Stader (SD) is the governance and utility token of Stader Labs, a leading multi-chain liquid
staking and yield optimization platform that enables users to stake major assets like ETH, SOL, MATIC, BNB, and others to receive liquid staking tokens (LSTs) while maintaining full
DeFi composability and earning staking rewards. Founded in 2021, Stader offers diversified staking pools across multiple blockchains with auto-compounding, low fees, and risk-managed strategies, allowing users to stake once and use LSTs in lending, liquidity provision, yield farming, and other DeFi protocols. The SD token powers staking for governance voting and protocol fee shares, reward boosts for liquidity providers, and incentives in a secure, multi-chain liquid staking ecosystem with audited
smart contracts and focus on maximizing staking yields and accessibility.
When Did Stader Launch?
Stader was founded in 2021 and launched its mainnet and SD token in early 2022, starting with
Ethereum liquid staking and quickly expanding to
Solana, Polygon, BNB Chain, Hedera, and other networks. Key milestones include 2023 multi-chain expansions, 2024 governance activation and yield optimization upgrades, and 2025 integrations with new chains, LST composability enhancements, and institutional staking support, achieving high TVL and widespread adoption by December 2025.
What Are the Key Features of Stader?
Stader features liquid staking tokens (LSTs) for major assets like ETH, SOL, MATIC, and BNB, diversified staking pools with auto-compounding yields, multi-chain support across Ethereum, Solana, Polygon, BNB Chain, Hedera, and others, staking rewards and fee sharing for SD holders, governance through the Stader DAO, audited security with multiple reviews, and DeFi composability allowing LSTs to be used in lending,
liquidity pools, and other protocols, all designed to maximize staking accessibility, returns, and flexibility in a secure, user-friendly liquid staking ecosystem.
What Is SD Used For?
SD is used for staking to earn protocol fee shares and governance voting power, participating in liquidity provision and yield farming for additional rewards, voting on
DAO proposals for pool expansions, chain integrations, and treasury allocation, paying fees with discounts on Stader services, and accessing ecosystem incentives including delegation rewards and community grants.

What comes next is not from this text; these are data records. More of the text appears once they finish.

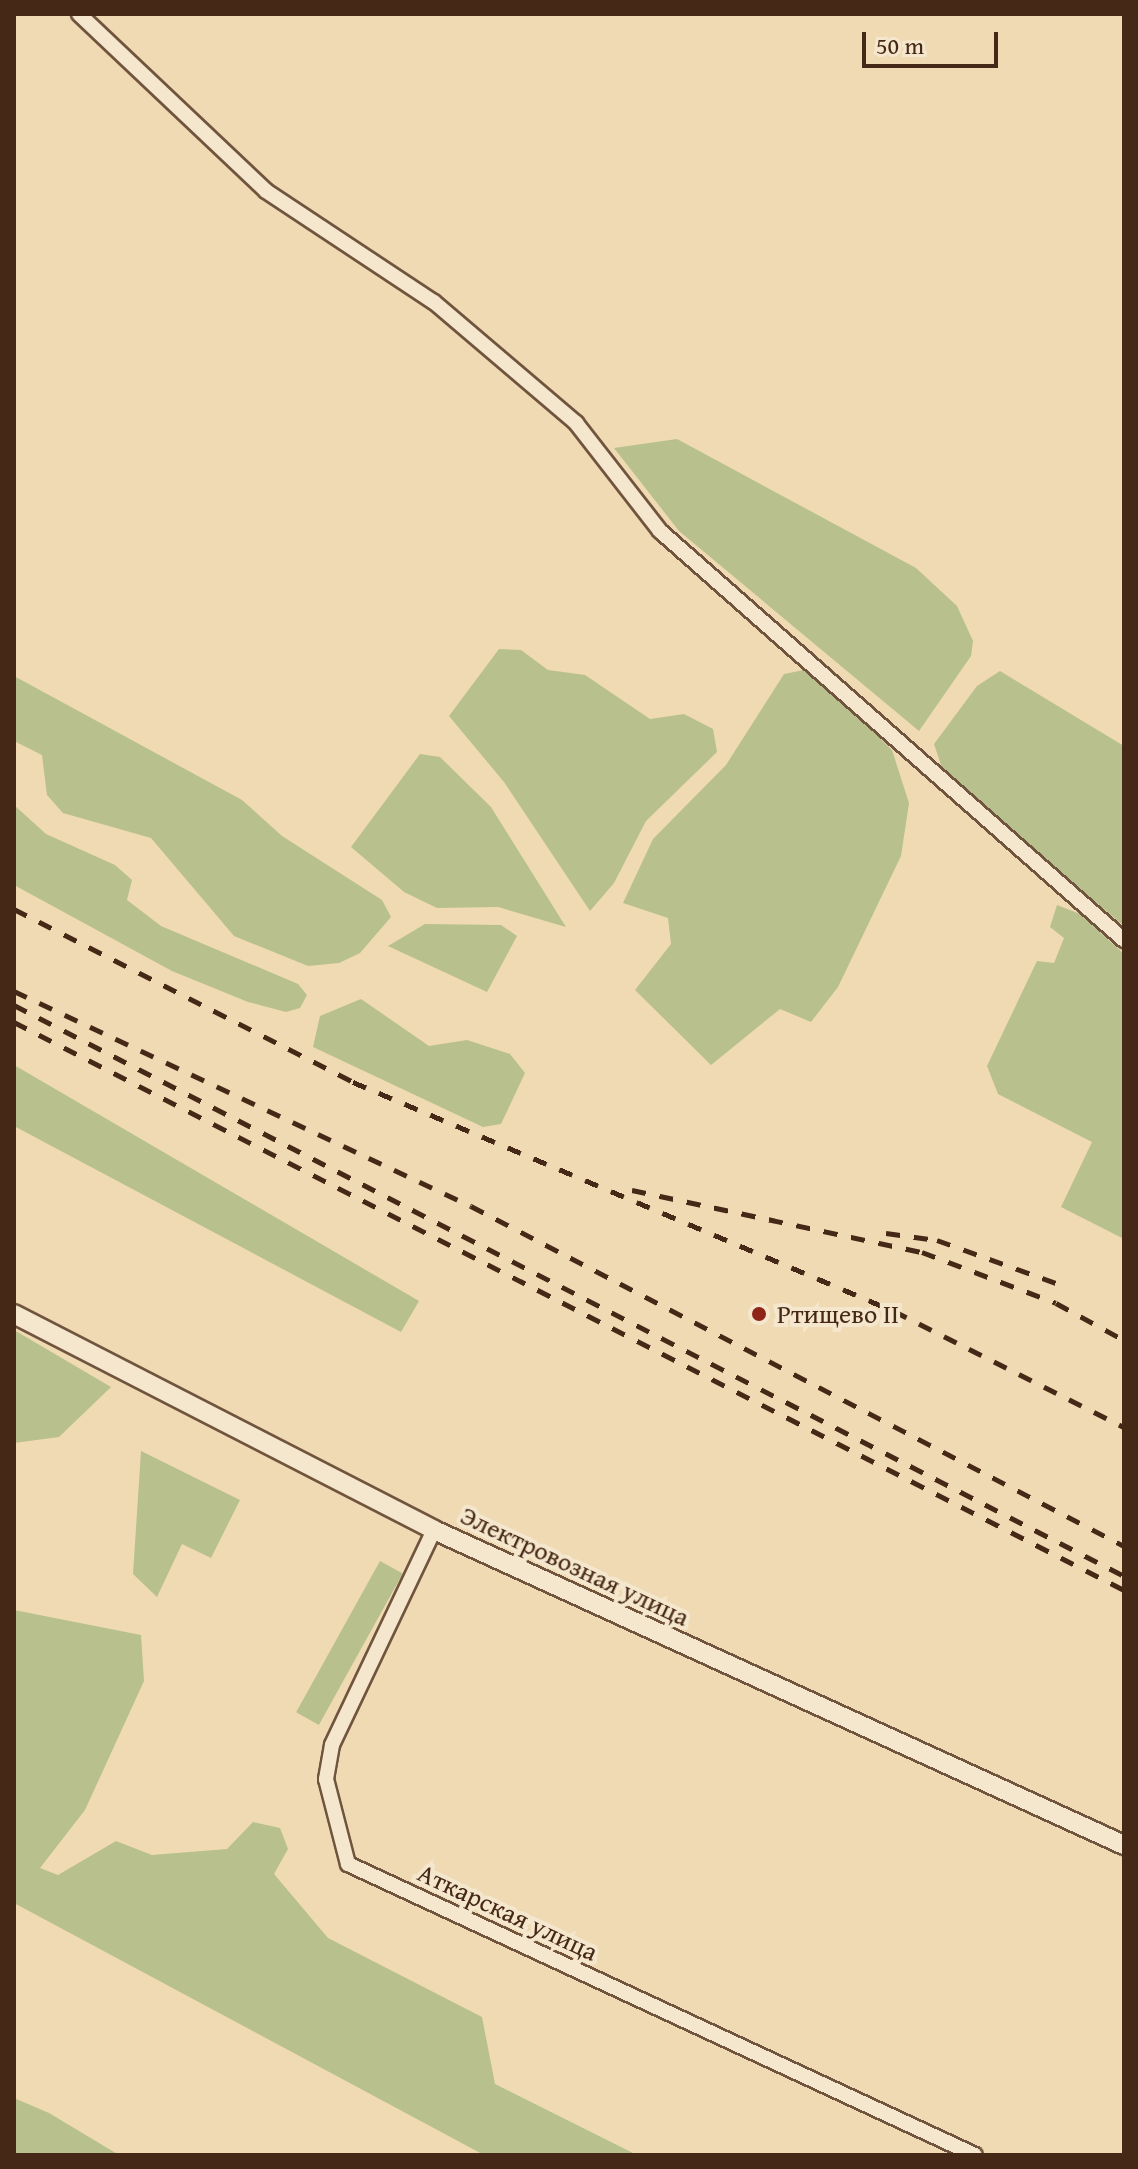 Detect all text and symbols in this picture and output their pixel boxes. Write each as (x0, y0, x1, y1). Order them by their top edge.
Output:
scale bar (866, 16, 1002, 66)
text: 50 m (876, 28, 924, 63)
place label: Ртищево II (777, 1298, 899, 1330)
marker: Ртищево II (748, 1303, 770, 1325)
street label: Электровозная улица (456, 1499, 694, 1633)
street label: Аткарская улица (413, 1857, 603, 1967) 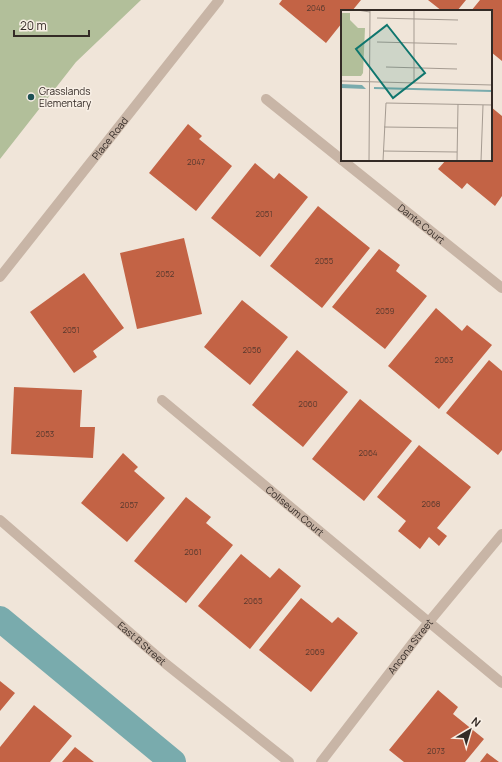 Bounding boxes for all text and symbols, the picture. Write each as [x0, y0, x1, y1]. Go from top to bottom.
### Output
house number: 2046 [306, 2, 326, 13]
inset map [341, 10, 492, 161]
scale bar [14, 12, 89, 38]
text: 20 m [20, 17, 47, 34]
place label: Grasslands Elementary [39, 84, 92, 110]
marker: Grasslands Elementary [26, 92, 36, 102]
street label: Place Road [88, 114, 131, 162]
house number: 2047 [187, 156, 205, 167]
street label: Dante Court [395, 201, 448, 247]
house number: 2051 [255, 208, 273, 219]
house number: 2055 [315, 255, 334, 266]
house number: 2052 [156, 268, 175, 279]
house number: 2059 [375, 305, 395, 316]
house number: 2051 [62, 324, 80, 335]
house number: 2056 [242, 344, 262, 355]
house number: 2063 [435, 354, 453, 365]
house number: 2060 [298, 398, 318, 409]
house number: 2053 [36, 428, 54, 439]
house number: 2064 [358, 447, 378, 458]
street label: Coliseum Court [263, 482, 327, 539]
house number: 2068 [421, 498, 441, 509]
house number: 2057 [120, 499, 138, 510]
house number: 2061 [184, 546, 202, 557]
house number: 2065 [243, 595, 263, 606]
street label: Ancona Street [384, 616, 436, 677]
street label: East B Street [115, 618, 169, 668]
house number: 2069 [305, 646, 325, 657]
north arrow [450, 710, 490, 750]
text: N [469, 713, 484, 730]
house number: 2073 [427, 745, 445, 756]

What Is the SD Token Utility?
SD secures staking for reward distribution and governance participation, powers DAO votes on protocol parameters, treasury spending, and new chain integrations, covers fees with potential discounts, captures value from staking pool fees allocated to stakers, incentivizes liquidity providers and delegators through reward multipliers, and funds ecosystem growth through treasury allocations for development, security audits, and multi-chain expansions.
What Blockchain Does Stader Operate On?
Stader operates across multiple blockchains including Ethereum, Solana, Polygon, BNB Chain, Hedera, and others, with liquid staking pools and LSTs deployed natively on each supported chain for maximum accessibility and composability.
What Are SD Tokenomics?
SD has a capped maximum supply designed for long-term scarcity, with controlled circulation managed through vesting schedules and community incentive programs as of December 2025. The allocation prioritizes staking rewards for governance and participation, ecosystem incentives for liquid staking adoption, team vesting over multiple years for alignment, liquidity provision for market stability, and treasury reserves for development and chain expansions, with deflationary mechanics through fee burns to balance emissions and support sustainable token economics.